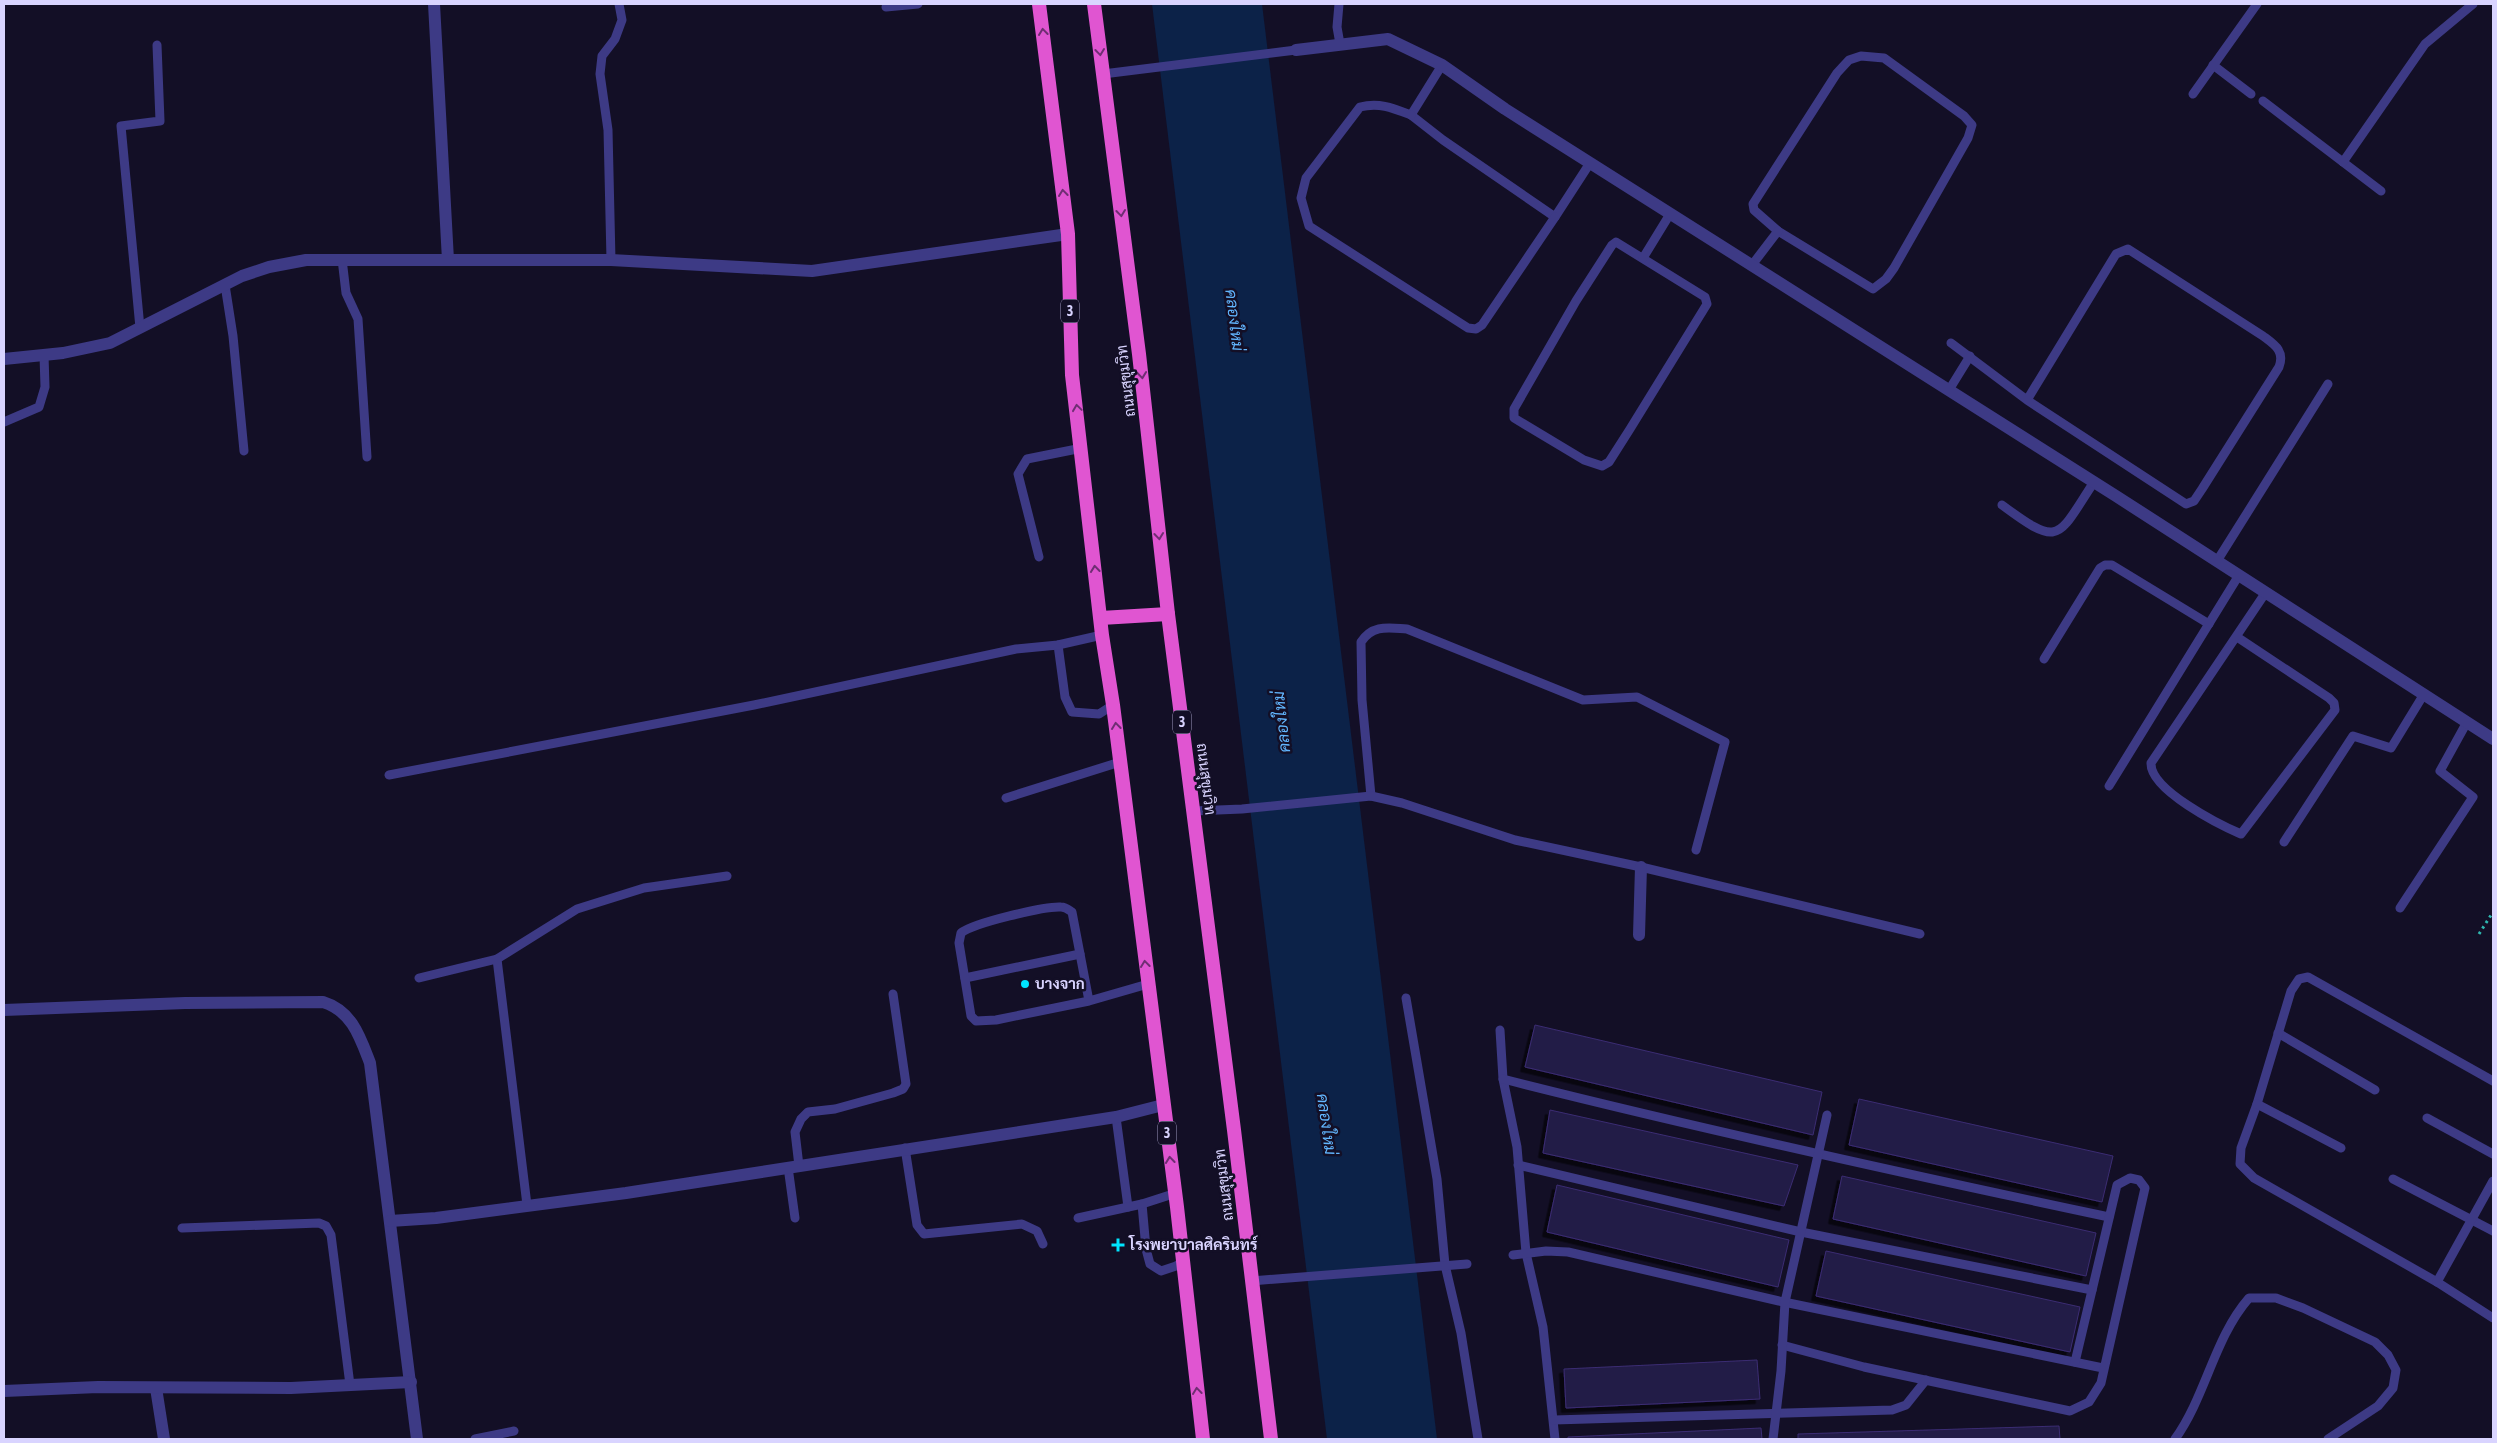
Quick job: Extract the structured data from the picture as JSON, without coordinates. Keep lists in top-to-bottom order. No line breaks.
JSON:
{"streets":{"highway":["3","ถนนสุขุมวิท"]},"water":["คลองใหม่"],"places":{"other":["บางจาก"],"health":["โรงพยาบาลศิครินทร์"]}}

= = = = =

• Problem to work on: Output the material word for word. Pictures do not go in.

• Task result:
Quick job: Extract the structured data from the picture as JSON, without coordinates. Keep lists in top-to-bottom order. No line breaks.
JSON:
{"streets":{"highway":["3","ถนนสุขุมวิท"]},"water":["คลองใหม่"],"places":{"other":["บางจาก"],"health":["โรงพยาบาลศิครินทร์"]}}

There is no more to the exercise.